**Task description:** Could you transcribe all of the data exactly and skip any pictures?

**Supplied material:**
Segment Open
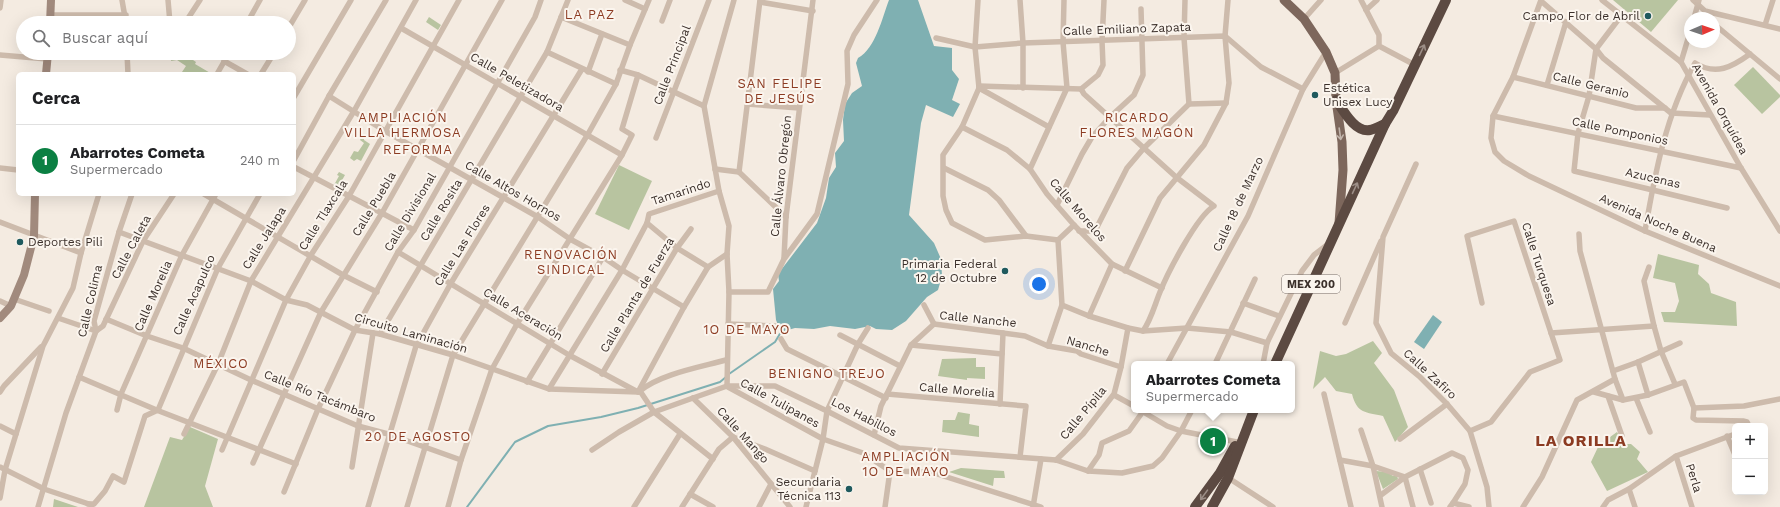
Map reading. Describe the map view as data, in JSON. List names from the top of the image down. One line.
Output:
{"streets":{"highway":["MEX 200"],"street":["Calle Emiliano Zapata","Calle Principal","Calle Peletizadora","Calle Geranio","Avenida Orquídea","Calle Pomponios","Calle Álvaro Obregón","Azucenas","Calle Altos Hornos","Tamarindo","Calle Puebla","Calle 18 de Marzo","Calle Rosita","Calle Morelos","Calle Divisional","Calle Tlaxcala","Avenida Noche Buena","Calle Jalapa","Calle Las Flores","Calle Caleta","Calle Turquesa","Calle Acapulco","Calle Planta de Fuerza","Calle Morelia","Calle Colima","Calle Aceración","Calle Nanche","Circuito Laminación","Nanche","Calle Zafiro","Calle Río Tacámbaro","Calle Tulipanes","Calle Pípila","Los Habillos","Calle Mango","Perla"]},"crossings":[["Calle Peletizadora","Calle Puebla"],["Calle Peletizadora","Calle Rosita"],["Calle Peletizadora","Calle Divisional"],["Calle Peletizadora","Calle Tlaxcala"],["Calle Peletizadora","Calle Jalapa"],["Calle Peletizadora","Calle Las Flores"],["Avenida Orquídea","Calle Pomponios"],["Calle Pomponios","Azucenas"],["Calle Pomponios","Avenida Noche Buena"],["Calle Altos Hornos","Calle Puebla"],["Calle Altos Hornos","Calle Rosita"],["Calle Altos Hornos","Calle Divisional"],["Calle Altos Hornos","Calle Tlaxcala"],["Calle Altos Hornos","Calle Jalapa"],["Calle Altos Hornos","Calle Las Flores"],["Calle Altos Hornos","Calle Planta de Fuerza"],["Calle Puebla","Circuito Laminación"],["Calle Puebla","Calle Río Tacámbaro"],["Calle Rosita","Calle Aceración"],["Calle Rosita","Circuito Laminación"],["Calle Divisional","Calle Aceración"],["Calle Divisional","Circuito Laminación"],["Calle Divisional","Calle Río Tacámbaro"],["Calle Tlaxcala","Circuito Laminación"],["Calle Tlaxcala","Calle Río Tacámbaro"],["Calle Jalapa","Circuito Laminación"],["Calle Jalapa","Calle Río Tacámbaro"],["Calle Las Flores","Calle Aceración"],["Calle Las Flores","Circuito Laminación"],["Calle Las Flores","Calle Río Tacámbaro"],["Calle Caleta","Calle Colima"],["Calle Caleta","Circuito Laminación"],["Calle Caleta","Calle Río Tacámbaro"],["Calle Acapulco","Circuito Laminación"],["Calle Acapulco","Calle Río Tacámbaro"],["Calle Planta de Fuerza","Calle Aceración"],["Calle Morelia","Calle Nanche"],["Calle Morelia","Circuito Laminación"],["Calle Morelia","Calle Río Tacámbaro"],["Calle Morelia","Calle Tulipanes"],["Calle Morelia","Los Habillos"],["Calle Colima","Circuito Laminación"],["Calle Aceración","Circuito Laminación"],["Calle Aceración","Los Habillos"],["Calle Nanche","Nanche"],["Calle Nanche","Los Habillos"],["Nanche","Calle Pípila"],["Calle Tulipanes","Los Habillos"],["Los Habillos","Calle Mango"]],"districts":["LA PAZ","SAN FELIPE DE JESÚS","AMPLIACIÓN VILLA HERMOSA","RICARDO FLORES MAGÓN","REFORMA","RENOVACIÓN SINDICAL","1O DE MAYO","MÉXICO","BENIGNO TREJO","20 DE AGOSTO","LA ORILLA","AMPLIACIÓN 1O DE MAYO"],"places":["Campo Flor de Abril","Estética Unisex Lucy","Deportes Pili","Primaria Federal 12 de Octubre","Secundaria Técnica 113"],"north":"right","page":{"search":"Buscar aquí","heading":"Cerca","list":[{"mark":"1","name":"Abarrotes Cometa","note":"Supermercado","value":"240 m"}],"popup":["Abarrotes Cometa","Supermercado"],"map_buttons":["+","−"],"pins":"1"}}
Segment Closed
**Response to the task:**
Map reading. Describe the map view as data, in JSON. List names from the top of the image down. One line.
Output:
{"streets":{"highway":["MEX 200"],"street":["Calle Emiliano Zapata","Calle Principal","Calle Peletizadora","Calle Geranio","Avenida Orquídea","Calle Pomponios","Calle Álvaro Obregón","Azucenas","Calle Altos Hornos","Tamarindo","Calle Puebla","Calle 18 de Marzo","Calle Rosita","Calle Morelos","Calle Divisional","Calle Tlaxcala","Avenida Noche Buena","Calle Jalapa","Calle Las Flores","Calle Caleta","Calle Turquesa","Calle Acapulco","Calle Planta de Fuerza","Calle Morelia","Calle Colima","Calle Aceración","Calle Nanche","Circuito Laminación","Nanche","Calle Zafiro","Calle Río Tacámbaro","Calle Tulipanes","Calle Pípila","Los Habillos","Calle Mango","Perla"]},"crossings":[["Calle Peletizadora","Calle Puebla"],["Calle Peletizadora","Calle Rosita"],["Calle Peletizadora","Calle Divisional"],["Calle Peletizadora","Calle Tlaxcala"],["Calle Peletizadora","Calle Jalapa"],["Calle Peletizadora","Calle Las Flores"],["Avenida Orquídea","Calle Pomponios"],["Calle Pomponios","Azucenas"],["Calle Pomponios","Avenida Noche Buena"],["Calle Altos Hornos","Calle Puebla"],["Calle Altos Hornos","Calle Rosita"],["Calle Altos Hornos","Calle Divisional"],["Calle Altos Hornos","Calle Tlaxcala"],["Calle Altos Hornos","Calle Jalapa"],["Calle Altos Hornos","Calle Las Flores"],["Calle Altos Hornos","Calle Planta de Fuerza"],["Calle Puebla","Circuito Laminación"],["Calle Puebla","Calle Río Tacámbaro"],["Calle Rosita","Calle Aceración"],["Calle Rosita","Circuito Laminación"],["Calle Divisional","Calle Aceración"],["Calle Divisional","Circuito Laminación"],["Calle Divisional","Calle Río Tacámbaro"],["Calle Tlaxcala","Circuito Laminación"],["Calle Tlaxcala","Calle Río Tacámbaro"],["Calle Jalapa","Circuito Laminación"],["Calle Jalapa","Calle Río Tacámbaro"],["Calle Las Flores","Calle Aceración"],["Calle Las Flores","Circuito Laminación"],["Calle Las Flores","Calle Río Tacámbaro"],["Calle Caleta","Calle Colima"],["Calle Caleta","Circuito Laminación"],["Calle Caleta","Calle Río Tacámbaro"],["Calle Acapulco","Circuito Laminación"],["Calle Acapulco","Calle Río Tacámbaro"],["Calle Planta de Fuerza","Calle Aceración"],["Calle Morelia","Calle Nanche"],["Calle Morelia","Circuito Laminación"],["Calle Morelia","Calle Río Tacámbaro"],["Calle Morelia","Calle Tulipanes"],["Calle Morelia","Los Habillos"],["Calle Colima","Circuito Laminación"],["Calle Aceración","Circuito Laminación"],["Calle Aceración","Los Habillos"],["Calle Nanche","Nanche"],["Calle Nanche","Los Habillos"],["Nanche","Calle Pípila"],["Calle Tulipanes","Los Habillos"],["Los Habillos","Calle Mango"]],"districts":["LA PAZ","SAN FELIPE DE JESÚS","AMPLIACIÓN VILLA HERMOSA","RICARDO FLORES MAGÓN","REFORMA","RENOVACIÓN SINDICAL","1O DE MAYO","MÉXICO","BENIGNO TREJO","20 DE AGOSTO","LA ORILLA","AMPLIACIÓN 1O DE MAYO"],"places":["Campo Flor de Abril","Estética Unisex Lucy","Deportes Pili","Primaria Federal 12 de Octubre","Secundaria Técnica 113"],"north":"right","page":{"search":"Buscar aquí","heading":"Cerca","list":[{"mark":"1","name":"Abarrotes Cometa","note":"Supermercado","value":"240 m"}],"popup":["Abarrotes Cometa","Supermercado"],"map_buttons":["+","−"],"pins":"1"}}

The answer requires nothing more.